*Work instructions:*
The records follow. Filter them to the lines that hold "GLIDDEN".

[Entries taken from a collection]
━━━
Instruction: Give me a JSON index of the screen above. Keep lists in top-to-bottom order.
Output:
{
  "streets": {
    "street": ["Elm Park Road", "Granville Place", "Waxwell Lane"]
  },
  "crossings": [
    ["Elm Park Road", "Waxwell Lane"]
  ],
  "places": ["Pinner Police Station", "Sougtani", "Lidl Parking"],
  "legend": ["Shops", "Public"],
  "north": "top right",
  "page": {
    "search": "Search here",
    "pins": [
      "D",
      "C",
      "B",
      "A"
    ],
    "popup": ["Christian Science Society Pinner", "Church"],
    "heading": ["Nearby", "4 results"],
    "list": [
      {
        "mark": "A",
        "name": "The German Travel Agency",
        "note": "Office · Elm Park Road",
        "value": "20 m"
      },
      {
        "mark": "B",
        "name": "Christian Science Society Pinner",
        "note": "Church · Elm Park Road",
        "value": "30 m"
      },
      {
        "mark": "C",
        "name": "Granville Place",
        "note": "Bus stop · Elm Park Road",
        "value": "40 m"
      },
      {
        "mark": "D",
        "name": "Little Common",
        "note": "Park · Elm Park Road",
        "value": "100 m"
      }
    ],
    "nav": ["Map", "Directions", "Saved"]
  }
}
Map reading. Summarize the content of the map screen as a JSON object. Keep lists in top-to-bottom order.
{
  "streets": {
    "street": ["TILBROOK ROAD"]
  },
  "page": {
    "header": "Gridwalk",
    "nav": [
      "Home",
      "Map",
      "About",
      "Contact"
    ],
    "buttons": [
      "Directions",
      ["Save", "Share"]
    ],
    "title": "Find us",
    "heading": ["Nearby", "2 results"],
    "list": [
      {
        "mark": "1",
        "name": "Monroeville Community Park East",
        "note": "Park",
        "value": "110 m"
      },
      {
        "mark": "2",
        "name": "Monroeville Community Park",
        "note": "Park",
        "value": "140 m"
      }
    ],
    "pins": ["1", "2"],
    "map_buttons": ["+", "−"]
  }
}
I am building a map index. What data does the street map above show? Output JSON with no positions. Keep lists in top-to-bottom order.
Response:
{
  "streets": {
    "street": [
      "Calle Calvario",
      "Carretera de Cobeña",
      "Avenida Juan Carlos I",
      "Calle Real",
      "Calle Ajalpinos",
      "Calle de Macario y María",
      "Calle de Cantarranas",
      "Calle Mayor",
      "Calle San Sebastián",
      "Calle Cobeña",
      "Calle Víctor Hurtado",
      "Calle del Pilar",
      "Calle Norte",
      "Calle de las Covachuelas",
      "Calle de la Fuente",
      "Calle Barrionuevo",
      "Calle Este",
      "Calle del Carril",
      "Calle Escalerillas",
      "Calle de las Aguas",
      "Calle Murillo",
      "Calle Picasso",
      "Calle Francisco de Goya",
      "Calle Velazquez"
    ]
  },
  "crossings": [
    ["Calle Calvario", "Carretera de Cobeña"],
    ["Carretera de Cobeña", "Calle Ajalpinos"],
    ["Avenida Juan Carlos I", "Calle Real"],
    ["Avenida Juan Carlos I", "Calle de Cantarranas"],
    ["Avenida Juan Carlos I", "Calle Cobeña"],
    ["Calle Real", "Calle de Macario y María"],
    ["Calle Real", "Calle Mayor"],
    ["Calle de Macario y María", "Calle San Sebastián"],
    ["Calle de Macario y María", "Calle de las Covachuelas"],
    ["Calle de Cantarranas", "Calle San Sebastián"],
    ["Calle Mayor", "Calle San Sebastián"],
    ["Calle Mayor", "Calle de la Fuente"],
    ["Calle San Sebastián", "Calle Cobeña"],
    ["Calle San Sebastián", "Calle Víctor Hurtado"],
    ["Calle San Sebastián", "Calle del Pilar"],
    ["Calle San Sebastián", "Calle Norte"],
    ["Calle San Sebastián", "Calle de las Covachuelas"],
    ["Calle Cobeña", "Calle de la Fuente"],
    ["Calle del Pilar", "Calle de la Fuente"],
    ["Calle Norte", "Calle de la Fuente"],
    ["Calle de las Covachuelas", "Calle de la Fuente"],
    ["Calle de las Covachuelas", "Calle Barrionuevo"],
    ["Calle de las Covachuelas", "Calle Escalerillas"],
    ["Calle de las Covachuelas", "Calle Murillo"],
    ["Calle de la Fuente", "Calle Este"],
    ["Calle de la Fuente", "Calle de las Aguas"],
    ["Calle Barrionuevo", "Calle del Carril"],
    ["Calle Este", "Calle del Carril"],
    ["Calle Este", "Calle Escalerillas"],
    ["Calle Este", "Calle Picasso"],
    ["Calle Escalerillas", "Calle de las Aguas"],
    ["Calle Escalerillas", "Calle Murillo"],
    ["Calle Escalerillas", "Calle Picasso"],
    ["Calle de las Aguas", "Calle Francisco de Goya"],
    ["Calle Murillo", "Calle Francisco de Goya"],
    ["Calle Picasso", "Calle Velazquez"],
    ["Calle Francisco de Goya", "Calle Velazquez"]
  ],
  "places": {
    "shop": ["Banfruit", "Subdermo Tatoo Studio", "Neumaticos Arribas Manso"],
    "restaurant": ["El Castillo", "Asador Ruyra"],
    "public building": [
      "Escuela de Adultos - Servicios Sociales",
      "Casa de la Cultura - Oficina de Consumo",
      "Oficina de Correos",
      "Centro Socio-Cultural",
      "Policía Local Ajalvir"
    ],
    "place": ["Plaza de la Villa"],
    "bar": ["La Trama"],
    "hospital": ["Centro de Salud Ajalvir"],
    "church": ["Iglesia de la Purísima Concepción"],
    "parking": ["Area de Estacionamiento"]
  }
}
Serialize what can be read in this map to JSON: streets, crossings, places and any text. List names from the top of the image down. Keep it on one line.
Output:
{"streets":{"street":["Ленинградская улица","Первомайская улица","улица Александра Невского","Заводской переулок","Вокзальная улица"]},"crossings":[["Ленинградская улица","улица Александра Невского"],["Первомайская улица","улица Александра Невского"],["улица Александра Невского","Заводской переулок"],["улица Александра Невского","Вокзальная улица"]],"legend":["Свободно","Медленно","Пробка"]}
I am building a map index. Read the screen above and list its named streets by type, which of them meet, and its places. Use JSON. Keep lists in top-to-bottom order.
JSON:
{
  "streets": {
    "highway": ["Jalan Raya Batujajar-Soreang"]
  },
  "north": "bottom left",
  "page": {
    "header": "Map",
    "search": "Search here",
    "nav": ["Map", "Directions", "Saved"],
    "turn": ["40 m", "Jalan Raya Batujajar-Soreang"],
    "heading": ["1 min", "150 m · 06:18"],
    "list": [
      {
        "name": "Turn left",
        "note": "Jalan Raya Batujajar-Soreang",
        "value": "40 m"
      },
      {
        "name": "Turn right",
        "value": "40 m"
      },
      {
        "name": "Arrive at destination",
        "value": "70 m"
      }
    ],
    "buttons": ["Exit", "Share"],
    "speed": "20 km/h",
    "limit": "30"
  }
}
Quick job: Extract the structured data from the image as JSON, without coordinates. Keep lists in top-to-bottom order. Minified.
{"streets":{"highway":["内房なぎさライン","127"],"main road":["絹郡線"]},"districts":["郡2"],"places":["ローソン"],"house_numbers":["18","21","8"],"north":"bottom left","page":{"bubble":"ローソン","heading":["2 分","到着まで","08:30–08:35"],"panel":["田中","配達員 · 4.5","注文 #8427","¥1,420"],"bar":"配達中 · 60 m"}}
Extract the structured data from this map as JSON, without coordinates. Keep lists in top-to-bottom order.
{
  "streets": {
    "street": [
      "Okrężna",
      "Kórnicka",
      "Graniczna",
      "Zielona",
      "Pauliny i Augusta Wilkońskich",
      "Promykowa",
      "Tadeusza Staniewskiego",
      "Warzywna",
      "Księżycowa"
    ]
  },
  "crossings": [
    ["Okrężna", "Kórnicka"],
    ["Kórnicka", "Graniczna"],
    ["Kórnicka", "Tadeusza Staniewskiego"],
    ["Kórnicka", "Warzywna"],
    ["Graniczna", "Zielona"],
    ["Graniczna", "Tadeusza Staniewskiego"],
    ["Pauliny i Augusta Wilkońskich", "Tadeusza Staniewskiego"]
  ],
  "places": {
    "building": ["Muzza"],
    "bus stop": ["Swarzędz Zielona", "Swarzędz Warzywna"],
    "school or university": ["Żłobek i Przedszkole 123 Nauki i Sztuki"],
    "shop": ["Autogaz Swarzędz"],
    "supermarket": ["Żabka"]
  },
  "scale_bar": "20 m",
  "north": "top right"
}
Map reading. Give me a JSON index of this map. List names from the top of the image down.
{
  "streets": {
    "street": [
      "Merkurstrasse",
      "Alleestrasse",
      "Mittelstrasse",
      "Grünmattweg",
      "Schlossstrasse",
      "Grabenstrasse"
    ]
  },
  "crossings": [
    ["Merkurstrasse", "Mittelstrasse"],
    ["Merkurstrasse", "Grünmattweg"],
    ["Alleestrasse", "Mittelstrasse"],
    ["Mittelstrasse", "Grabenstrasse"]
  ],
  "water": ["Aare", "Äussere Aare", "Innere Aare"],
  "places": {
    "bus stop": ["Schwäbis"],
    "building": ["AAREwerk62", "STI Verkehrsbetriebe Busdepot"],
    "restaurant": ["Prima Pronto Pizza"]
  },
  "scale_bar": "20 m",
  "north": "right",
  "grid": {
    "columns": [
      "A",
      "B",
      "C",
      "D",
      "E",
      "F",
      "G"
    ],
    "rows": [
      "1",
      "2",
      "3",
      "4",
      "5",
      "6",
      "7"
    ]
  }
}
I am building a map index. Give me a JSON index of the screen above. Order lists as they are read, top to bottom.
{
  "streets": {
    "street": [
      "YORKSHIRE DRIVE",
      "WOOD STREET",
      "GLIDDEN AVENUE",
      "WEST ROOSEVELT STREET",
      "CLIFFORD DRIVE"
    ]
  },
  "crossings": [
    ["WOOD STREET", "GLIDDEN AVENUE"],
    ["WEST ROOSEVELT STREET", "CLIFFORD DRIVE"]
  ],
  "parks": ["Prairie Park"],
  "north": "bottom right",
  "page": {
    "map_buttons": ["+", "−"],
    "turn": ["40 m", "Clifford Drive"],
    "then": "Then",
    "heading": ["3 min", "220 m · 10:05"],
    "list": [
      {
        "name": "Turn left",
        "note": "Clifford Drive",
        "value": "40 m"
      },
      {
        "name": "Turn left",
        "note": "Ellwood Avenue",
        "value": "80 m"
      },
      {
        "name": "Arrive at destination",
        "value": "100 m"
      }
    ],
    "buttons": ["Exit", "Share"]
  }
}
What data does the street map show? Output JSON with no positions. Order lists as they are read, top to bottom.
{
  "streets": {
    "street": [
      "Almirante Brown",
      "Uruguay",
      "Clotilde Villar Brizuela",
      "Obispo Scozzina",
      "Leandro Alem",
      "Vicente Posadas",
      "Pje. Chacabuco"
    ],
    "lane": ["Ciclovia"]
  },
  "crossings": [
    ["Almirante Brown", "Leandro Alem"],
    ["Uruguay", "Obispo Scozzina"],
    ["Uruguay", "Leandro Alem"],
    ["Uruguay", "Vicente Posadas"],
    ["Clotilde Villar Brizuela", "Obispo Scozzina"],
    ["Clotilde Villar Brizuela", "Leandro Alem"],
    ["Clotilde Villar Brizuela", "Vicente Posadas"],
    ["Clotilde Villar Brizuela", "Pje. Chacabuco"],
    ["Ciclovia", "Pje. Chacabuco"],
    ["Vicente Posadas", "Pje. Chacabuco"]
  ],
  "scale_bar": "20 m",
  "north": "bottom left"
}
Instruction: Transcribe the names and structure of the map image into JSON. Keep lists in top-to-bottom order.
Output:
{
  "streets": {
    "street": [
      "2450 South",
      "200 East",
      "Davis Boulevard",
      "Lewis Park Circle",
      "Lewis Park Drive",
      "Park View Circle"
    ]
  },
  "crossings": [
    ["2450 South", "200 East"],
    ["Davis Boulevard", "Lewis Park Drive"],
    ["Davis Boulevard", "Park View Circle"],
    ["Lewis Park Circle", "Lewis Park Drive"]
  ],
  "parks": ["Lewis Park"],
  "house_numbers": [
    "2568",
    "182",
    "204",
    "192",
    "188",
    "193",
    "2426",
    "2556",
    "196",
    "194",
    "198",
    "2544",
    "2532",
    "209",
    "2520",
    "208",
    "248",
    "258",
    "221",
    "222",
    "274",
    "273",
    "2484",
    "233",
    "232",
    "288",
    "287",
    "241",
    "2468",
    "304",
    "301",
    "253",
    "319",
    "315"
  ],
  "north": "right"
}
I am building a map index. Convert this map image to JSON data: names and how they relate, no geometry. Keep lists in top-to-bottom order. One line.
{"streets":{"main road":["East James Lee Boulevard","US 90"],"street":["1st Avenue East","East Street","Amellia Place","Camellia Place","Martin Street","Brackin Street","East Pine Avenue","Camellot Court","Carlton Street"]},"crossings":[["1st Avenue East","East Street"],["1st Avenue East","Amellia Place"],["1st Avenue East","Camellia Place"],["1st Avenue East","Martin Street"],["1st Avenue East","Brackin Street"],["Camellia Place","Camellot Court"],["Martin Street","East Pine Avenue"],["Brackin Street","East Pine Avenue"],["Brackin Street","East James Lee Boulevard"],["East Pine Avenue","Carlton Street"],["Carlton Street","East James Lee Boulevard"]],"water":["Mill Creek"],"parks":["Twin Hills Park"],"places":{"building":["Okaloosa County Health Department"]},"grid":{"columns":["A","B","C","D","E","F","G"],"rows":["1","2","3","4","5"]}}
━━━
*Response:*
      "GLIDDEN AVENUE",
    ["WOOD STREET", "GLIDDEN AVENUE"],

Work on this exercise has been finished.